The class CSDisplaySearchResult extends the CSWrapper class and implements the interface IDisplaySearchResults specified in the package mentioned above. It has one constructor which does initialization and four methods inherited from the interface named previously. Only two of these methods are implemented since the functionality for the other two methods does not relates to CriteriaSearch.

Here is some information on those two methods that have been implemented:

§  public List<ISearchResult> findSimilar(String userURI, String typeURI, int limit, String instanceURI)

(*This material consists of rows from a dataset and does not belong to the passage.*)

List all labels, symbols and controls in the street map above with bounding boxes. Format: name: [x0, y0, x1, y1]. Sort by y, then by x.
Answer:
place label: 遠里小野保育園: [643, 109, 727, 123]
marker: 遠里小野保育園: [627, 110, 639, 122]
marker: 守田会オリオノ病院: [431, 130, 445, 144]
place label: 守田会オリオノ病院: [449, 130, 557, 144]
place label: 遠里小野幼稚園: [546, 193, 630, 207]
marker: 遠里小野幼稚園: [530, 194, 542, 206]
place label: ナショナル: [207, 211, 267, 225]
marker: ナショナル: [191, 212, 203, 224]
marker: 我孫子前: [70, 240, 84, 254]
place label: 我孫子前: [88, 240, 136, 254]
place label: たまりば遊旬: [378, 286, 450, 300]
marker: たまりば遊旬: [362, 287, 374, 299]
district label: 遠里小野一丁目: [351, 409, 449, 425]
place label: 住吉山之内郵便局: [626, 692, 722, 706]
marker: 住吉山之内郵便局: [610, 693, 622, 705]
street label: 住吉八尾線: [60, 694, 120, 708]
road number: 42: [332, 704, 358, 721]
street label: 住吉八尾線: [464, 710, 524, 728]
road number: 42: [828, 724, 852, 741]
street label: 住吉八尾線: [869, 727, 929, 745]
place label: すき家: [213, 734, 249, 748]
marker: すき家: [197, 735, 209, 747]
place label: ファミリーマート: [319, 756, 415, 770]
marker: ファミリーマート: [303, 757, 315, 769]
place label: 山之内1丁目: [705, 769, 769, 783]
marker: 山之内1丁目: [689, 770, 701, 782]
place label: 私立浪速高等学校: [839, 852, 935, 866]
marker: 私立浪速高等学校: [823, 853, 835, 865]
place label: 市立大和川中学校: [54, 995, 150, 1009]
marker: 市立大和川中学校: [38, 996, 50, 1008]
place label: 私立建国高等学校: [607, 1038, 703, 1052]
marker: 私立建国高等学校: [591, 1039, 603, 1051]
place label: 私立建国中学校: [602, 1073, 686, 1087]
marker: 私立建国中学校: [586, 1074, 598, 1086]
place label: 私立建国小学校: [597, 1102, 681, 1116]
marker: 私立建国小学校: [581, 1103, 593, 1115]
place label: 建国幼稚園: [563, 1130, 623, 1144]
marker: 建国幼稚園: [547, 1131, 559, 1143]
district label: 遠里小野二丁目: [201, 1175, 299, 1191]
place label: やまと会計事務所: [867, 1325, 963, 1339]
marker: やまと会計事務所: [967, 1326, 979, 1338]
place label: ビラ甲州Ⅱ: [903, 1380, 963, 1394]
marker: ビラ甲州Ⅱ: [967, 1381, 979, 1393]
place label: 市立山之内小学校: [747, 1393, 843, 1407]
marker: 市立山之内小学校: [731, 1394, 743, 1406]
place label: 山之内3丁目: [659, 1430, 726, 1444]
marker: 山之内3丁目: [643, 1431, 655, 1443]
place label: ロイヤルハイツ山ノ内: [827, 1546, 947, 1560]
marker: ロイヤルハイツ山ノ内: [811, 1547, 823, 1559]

This method takes four input parameters and returns a list of results. The first parameter userURI identifies a user. It’s being used to load user specific preferences obtained from the analysis of user’s previous searches. The second input parameter specifies the type of the result entities i.e., in the actual test domain the entity http://nazou.fiit.stuba.sk/nazou/ontologies/v0.6.17/offer-job#JobOffer. The third parameter specifies the number of desired results (sets the limit for the length of the result list). The produced list of results is being cut off after this number of results. Therefore no performance improvement can be gained by setting this parameter to a small number. The last parameter specifies an URI of the offer the similar offers shall be found for.

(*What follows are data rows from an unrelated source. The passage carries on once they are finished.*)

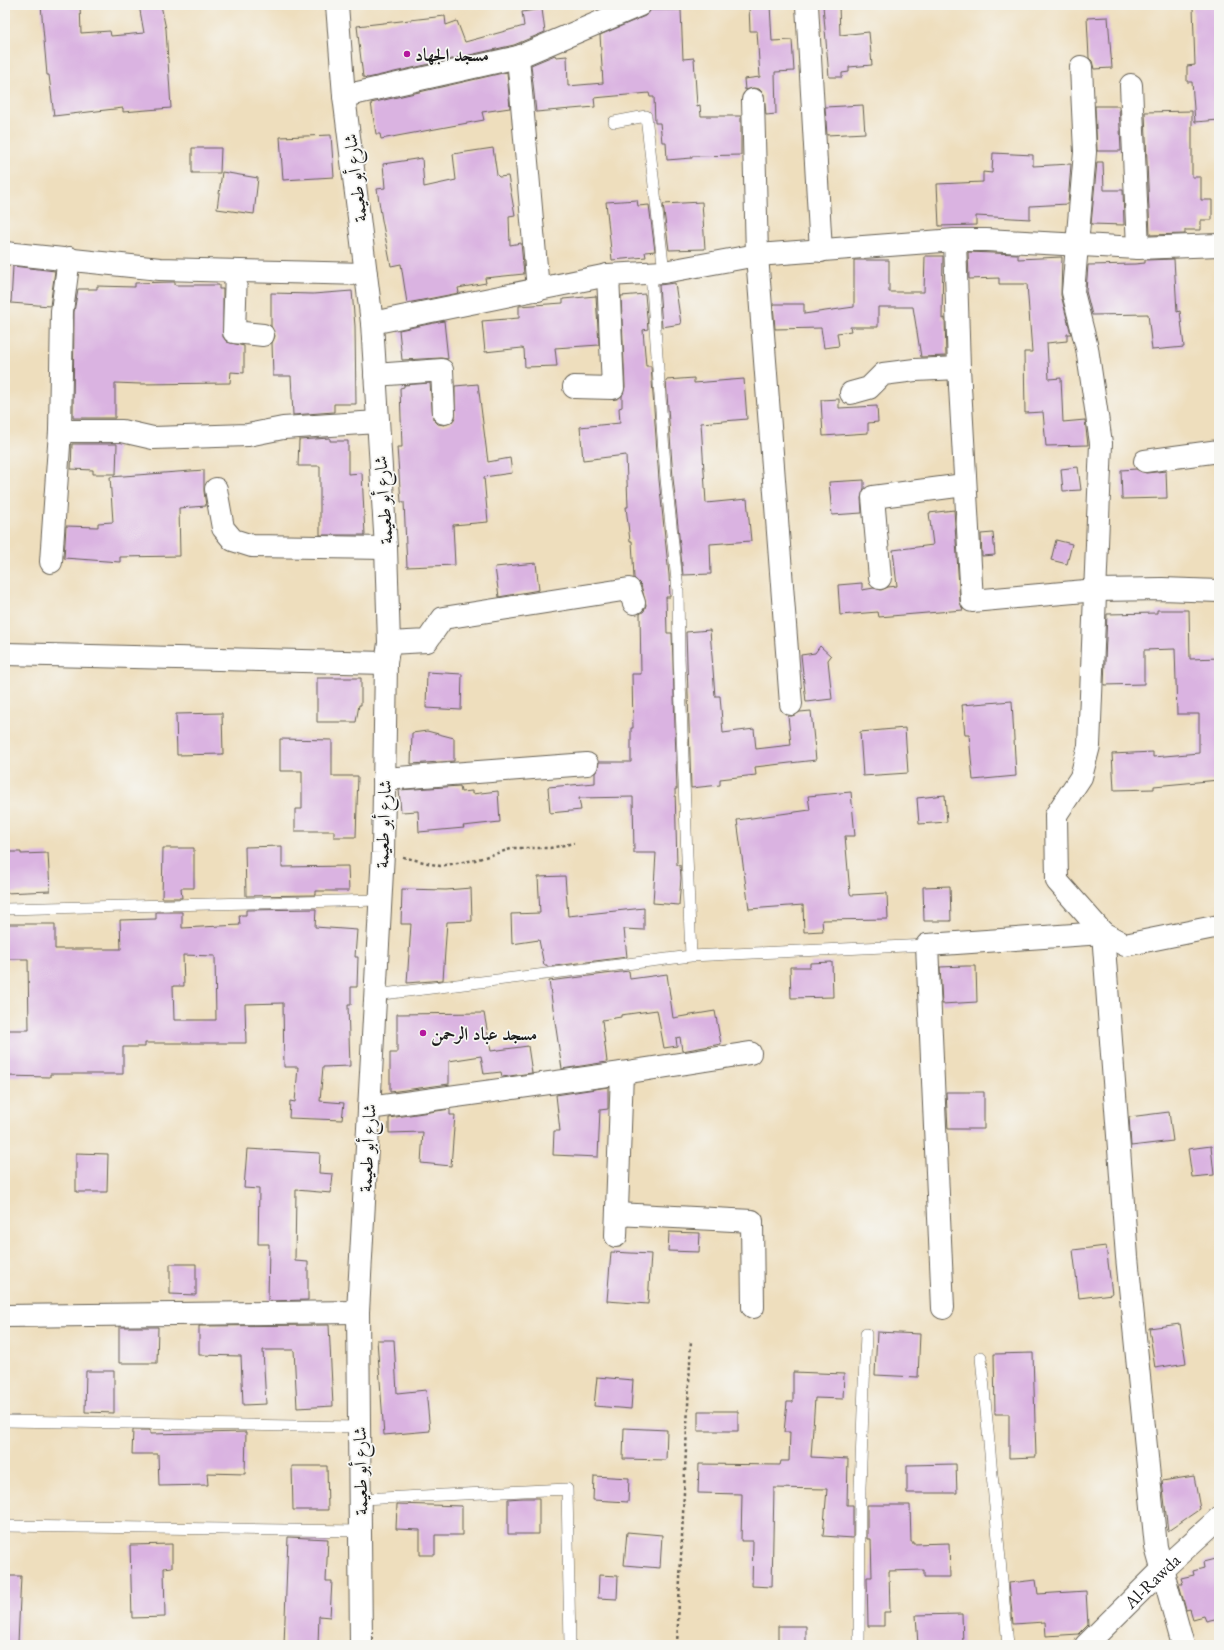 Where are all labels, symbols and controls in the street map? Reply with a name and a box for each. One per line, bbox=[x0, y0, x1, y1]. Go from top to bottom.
place label: مسجد الجهاد bbox=[415, 43, 489, 66]
marker: مسجد الجهاد bbox=[402, 49, 412, 59]
street label: شارع أبو طعيمة bbox=[337, 132, 376, 224]
street label: شارع أبو طعيمة bbox=[367, 455, 402, 545]
street label: شارع أبو طعيمة bbox=[369, 779, 400, 869]
place label: مسجد عباد الرحمن bbox=[431, 1022, 537, 1046]
marker: مسجد عباد الرحمن bbox=[418, 1028, 428, 1038]
street label: شارع أبو طعيمة bbox=[352, 1103, 385, 1193]
street label: شارع أبو طعيمة bbox=[347, 1426, 376, 1516]
street label: Al-Rawda bbox=[1118, 1547, 1185, 1614] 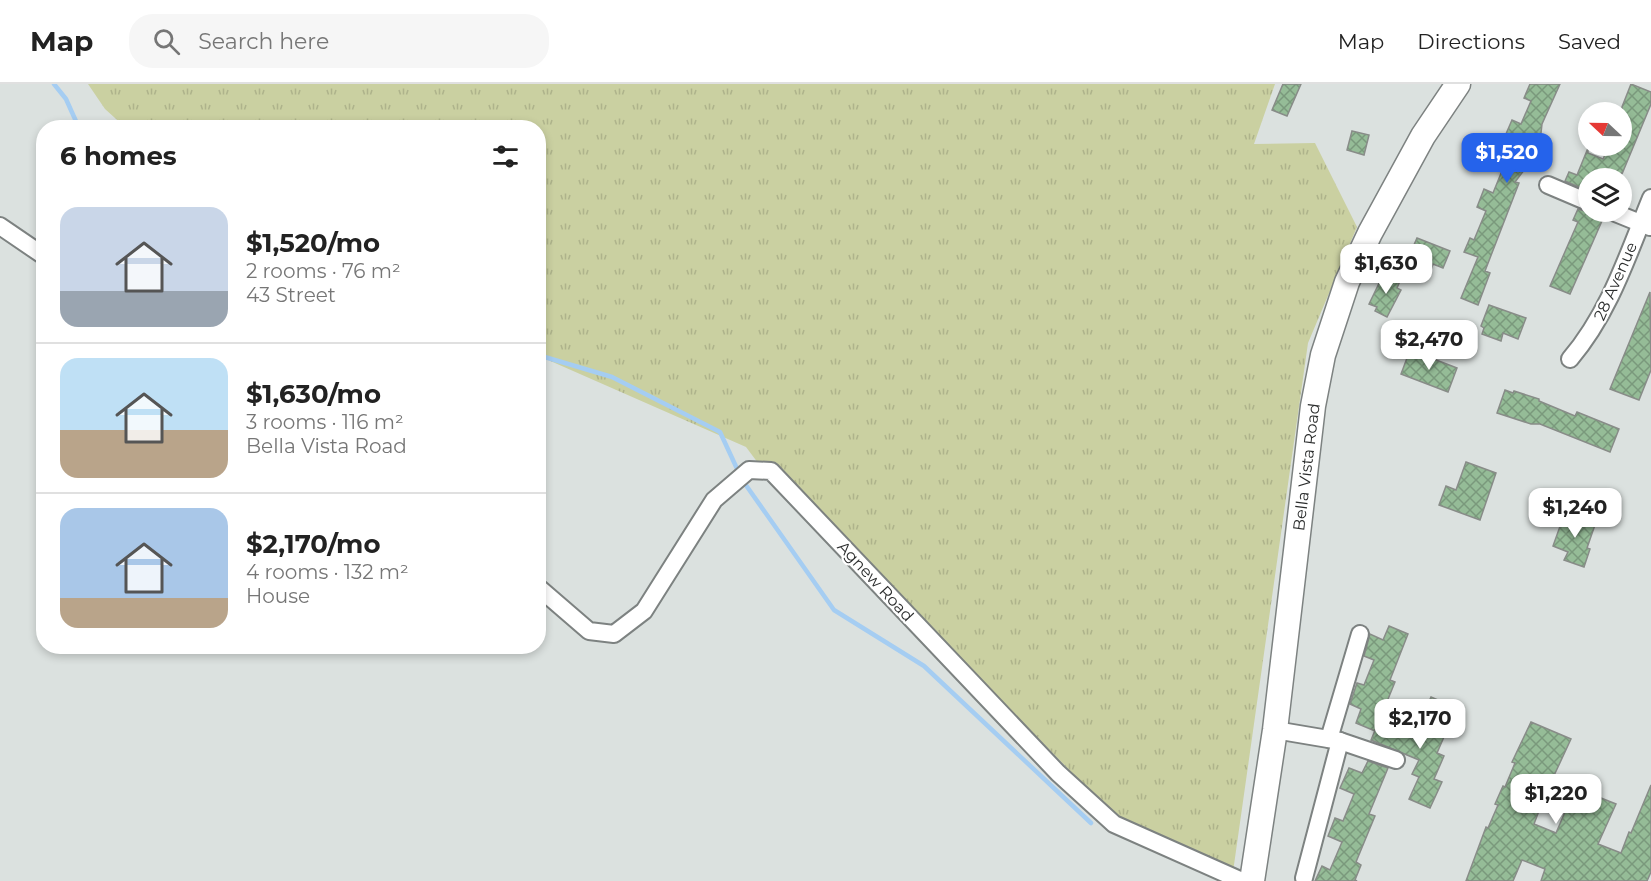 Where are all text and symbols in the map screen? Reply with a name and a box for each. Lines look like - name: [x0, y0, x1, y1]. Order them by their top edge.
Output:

§  public List<ISearchResult> getSearchResults()

This method takes no input parameters. It returns the list of the last search results that have been produced by the tool.

CriteriaSearch is currently one of three tools (together with JDBSearch and ConCom) in Pilot application of project NAZOU that implement this interface in order to be dynamically embedded into the Similarity component. This component uses the tools to find similar offers to one specific offer using different approaches implemented by them.

More on rating algorithm

The rating calculation for hierarchy criteria are based on setting weights for edges between nodes in ontological repository. Weights on edges in a graph of ontological repository are computed from these 3 parameters:

§  depth distance discount,

§  distance to parent,

§  distance to child.

These parameters are used in this relation:

Weight = (Depth Distance Discount)Depth in the tree * X

Where

§  X is either distance to parent or distance to child according to direction of edge.

§  Depth in the tree is the number of nodes between current node and the root of the tree.

The fourth parameter – direction turn surcharge – is added to the value of the distance if edges of both directions were used during the computation of the distance between two nodes. The direction stands for the direction of traversal – from a leaf to the root or from the root to a leaf.

Other important classes

Classes in the package sk.softec.nazou.cs.tool.search are:

§  HierarchyDistance

An abstract class that contains a method getDistance which returns a value of the distance between two nodes in a repository.

§  CriteriaSearchDistance

A subclass of HierarchyDistance, which contains the default implementation of HierarchyDistance. It obtains parents for the given nodes from an ontological repository, determines the least common ancestor and then computes the distance according to the specification. It does not use any indexing to improve performance (see MatrixDistance and StringDistance for algorithms with improved performance).

§  SimilarityResultHelper

Method getSearchCriteria creates a list of SearchCriterion objects from an already existing offer. It sends queries to the repository to extract values from one specific job offer and inserts them into a list. This list could be used as search criteria for another search for job offers.

§  SelectResultHelper

Method selectResults returns a list of results from a query, constructed by the getSelectQuery method. This method generates a query which selects offers fulfilling the mandatory search criteria.

§  RateResultHelper

The rateResultAccordingToCriteria method calculates rating for one result found. It sums the ratings for each search criteria obtained from the getRateForOneCriterion method and applies the importance modifier. To evaluate the rate for one criterion, rates are being computed for all searched values from one criterion and are summed according to the multiple values modifier. Rates for values are computed from distances, which are provided by these methods for three types of values (integer – getDistanceForTwoValuesNumber, string – getDistanceForManyValuesText, hierarchy – getDistanceForTwoValues). A method for converting distance to rating convertDistanceToRating takes also the criterion modifier precision into consideration.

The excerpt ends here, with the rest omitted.